13 October 2010

Two Financial Books

I just finished reading Your Money or Your Life by Joe Dominguez and Vicki Robin. I am nearly finished with Fight for Your Money by David Bach. Even though I am not finished with the latter, I feel that I've read enough to write what I think of it.

First of all, I would definitely say that I recommend both of these books over Rich Dad Poor Dad. I found that the overall principles, particularly in Your Money or Your Life meshed much better with my overall philosophy on life.

Your Money or Your Life is a self-help book. It takes you through a series of steps (which, admittedly, I did not actually do) to help you get a grip on your relationship with money. It really gets you to think about why you spend your money. It also gets you to think about how much time it takes you to actually earn money, which is something I think a lot of people fail to do. Sure you know what your net and gross incomes are, but how much money are you really making? What if you factor in commuting? What if you factor in your work attire? What if you factor in the shopping sprees to make you feel better about your work?

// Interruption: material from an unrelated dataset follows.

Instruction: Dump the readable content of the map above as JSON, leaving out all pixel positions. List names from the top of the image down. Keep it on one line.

From there, your are asked to look at each of your purchases and really consider whether they are helping you meet your life-long goals and ambitions. That might sound silly, but I think it is a worthwhile to ask yourself whether or not your purchases are really bringing you fulfillment. That was really the overall take-away for me - are my spending habits aligned with my goals, and are my financial habits making me happy?

There are many suggestions for people to find work they enjoy and to find ways to cut spending. One of the examples he uses is of a woman who bought a piece of land and bought a mobile home to live on. That was enough for her. It would not be enough for me, and that's okay. The point is for me to figure out what is enough and to get there without going overboard.

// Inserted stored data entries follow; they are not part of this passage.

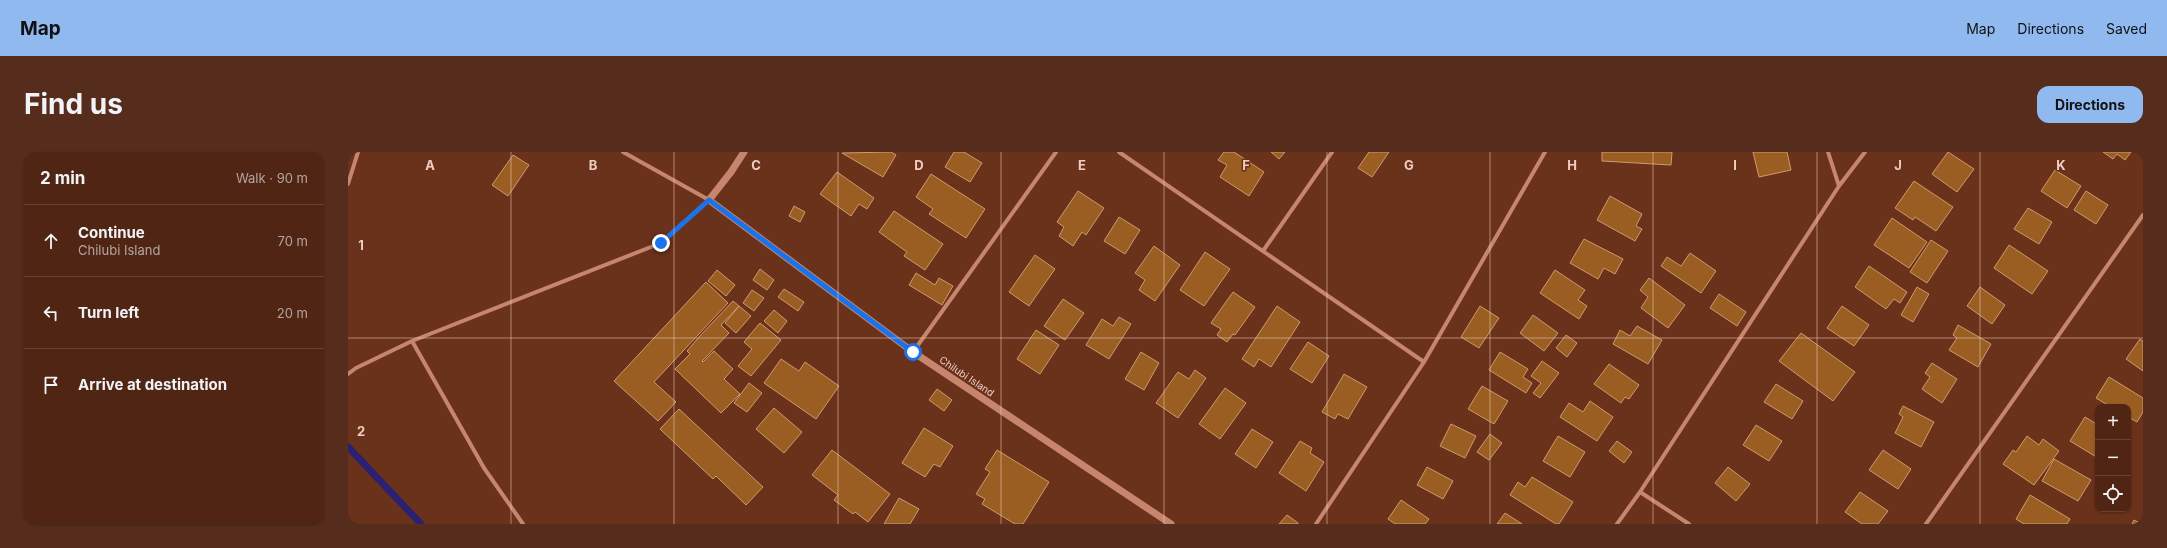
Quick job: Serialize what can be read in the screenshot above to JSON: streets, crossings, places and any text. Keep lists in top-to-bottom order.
{
  "streets": {
    "street": ["Chilubi Island"]
  },
  "page": {
    "header": "Map",
    "nav": ["Map", "Directions", "Saved"],
    "buttons": "Directions",
    "title": "Find us",
    "heading": ["2 min", "Walk · 90 m"],
    "list": [
      ["Continue", "Chilubi Island", "70 m"],
      ["Turn left", "20 m"],
      "Arrive at destination"
    ],
    "map_buttons": ["+", "−"]
  },
  "grid": {
    "columns": [
      "A",
      "B",
      "C",
      "D",
      "E",
      "F",
      "G",
      "H",
      "I",
      "J",
      "K"
    ],
    "rows": ["1", "2"]
  }
}
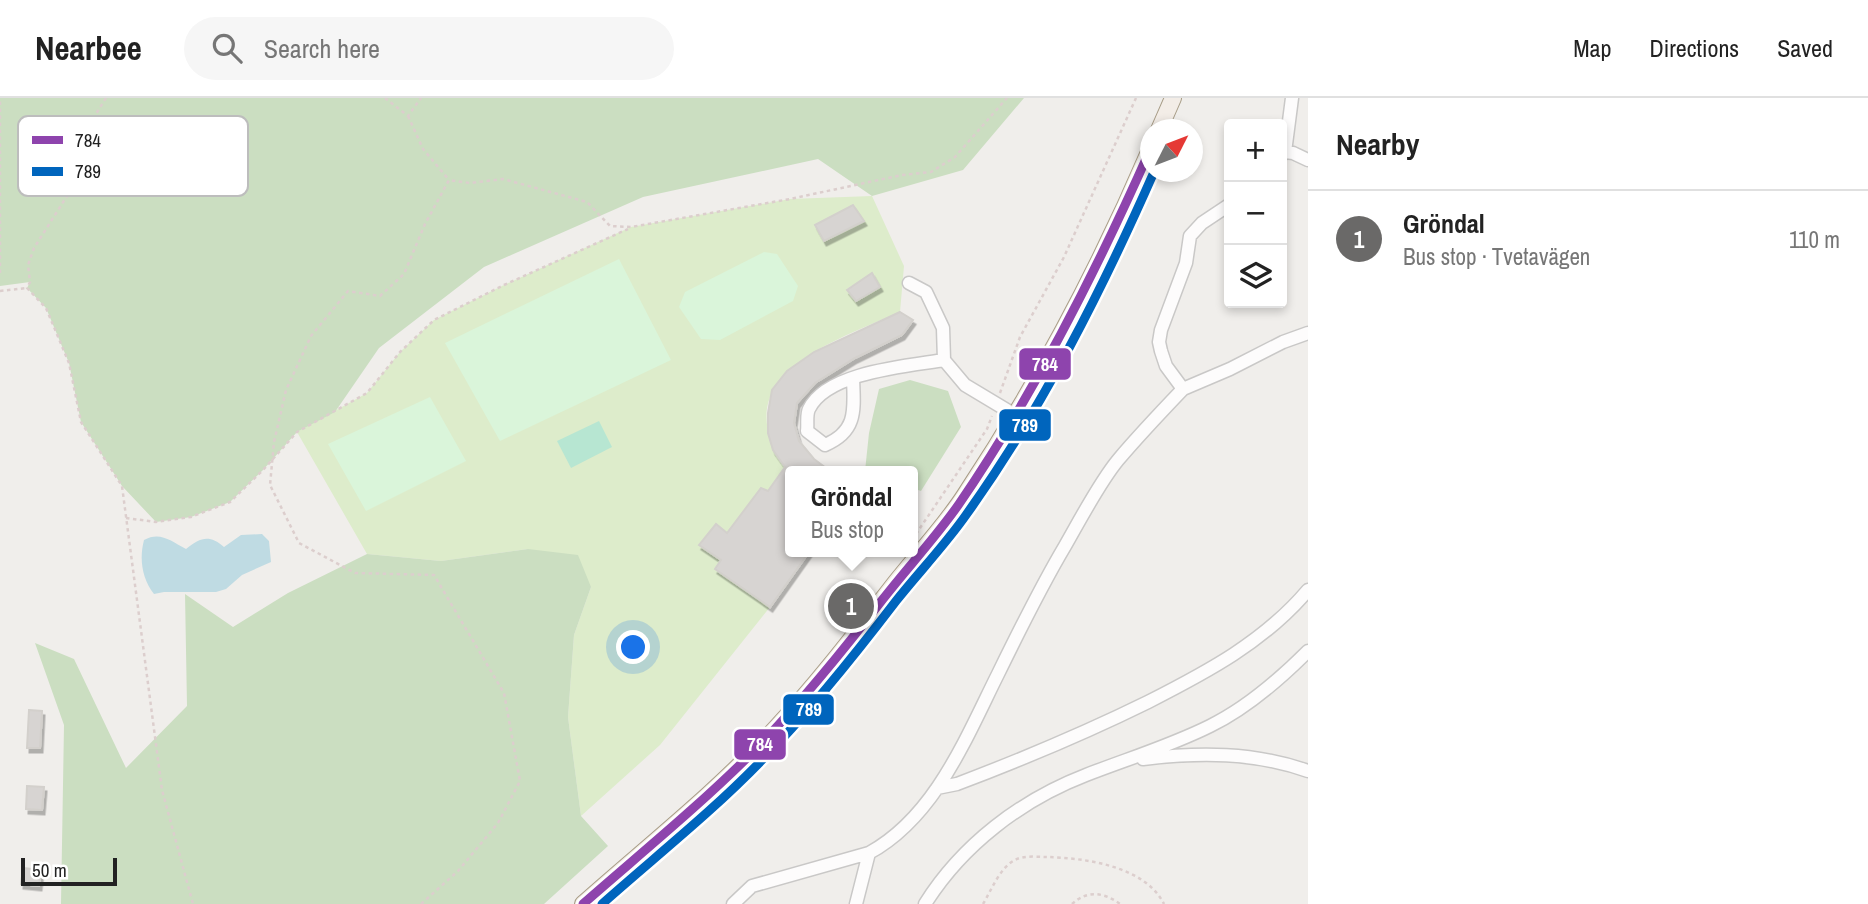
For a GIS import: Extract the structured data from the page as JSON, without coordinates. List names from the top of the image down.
{
  "lines": ["transit line 784", "transit line 789"],
  "legend": ["784", "789"],
  "scale_bar": "50 m",
  "north": "top right",
  "page": {
    "header": "Nearbee",
    "search": "Search here",
    "nav": ["Map", "Directions", "Saved"],
    "heading": "Nearby",
    "map_buttons": ["+", "−"],
    "list": [
      {
        "mark": "1",
        "name": "Gröndal",
        "note": "Bus stop · Tvetavägen",
        "value": "110 m"
      }
    ],
    "popup": ["Gröndal", "Bus stop"],
    "pins": "1",
    "scale": "50 m"
  }
}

The book also talks about long-term investment options, and frankly I didn't agree with all of what he said in that regard. I do, however, agree with him on becoming educated about money.

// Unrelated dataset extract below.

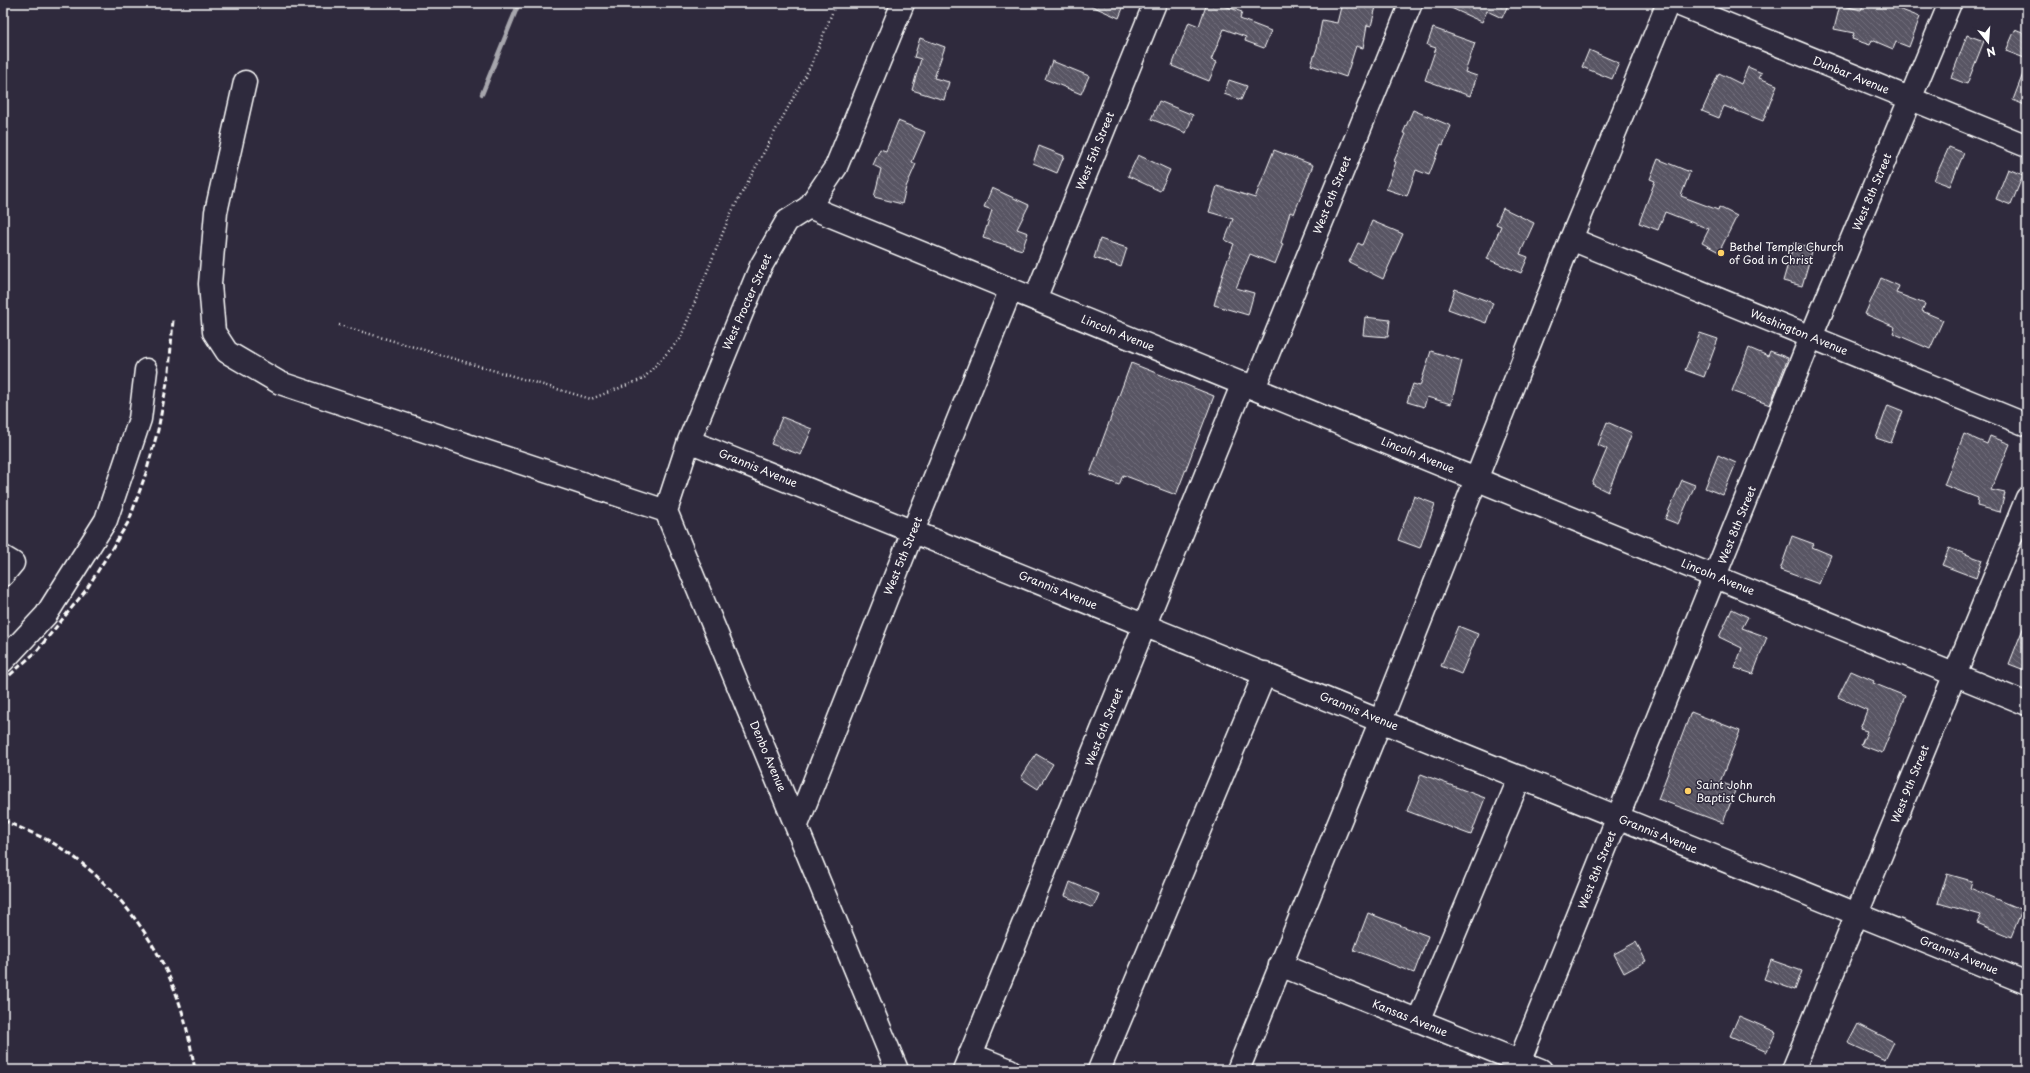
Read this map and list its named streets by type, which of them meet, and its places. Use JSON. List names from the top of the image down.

Which is a great lead-in to Fight For Your Money. This book is a different kind of book altogether. I've been listening to it on audio. Ultimately, it's about how to not get ripped off. He talks about health insurance, life insurance, home insurance, car insurance, buying a house, buying a new car, buying a used car, leasing a car, renting a car, paying for college, saving for retirement, and virtually every other aspect of finances that you can think of. To be honest, I wish that I had read a paper copy of this book so that I could have skipped to the parts that were really applicable to me. Unfortunately, the CDs do not list the names of the chapters or sub-chapters, so it was hard to skip around and listen to the sections that were most pertinent to me. It is so useful, though, that I may consider buying an e-version of the book so that I can have it handy to reference when I am looking to save money in a particular area.

1 comment:

Erin said...

Just reserved Fight for your Money. I read Your Money or Your Life before and enjoyed it. I liked the philosophy of valuing paid work and unpaid work. It's so easy to crowd out the unpaid work that we really enjoy for paid work...and feel very unsatisfied at the end of the day.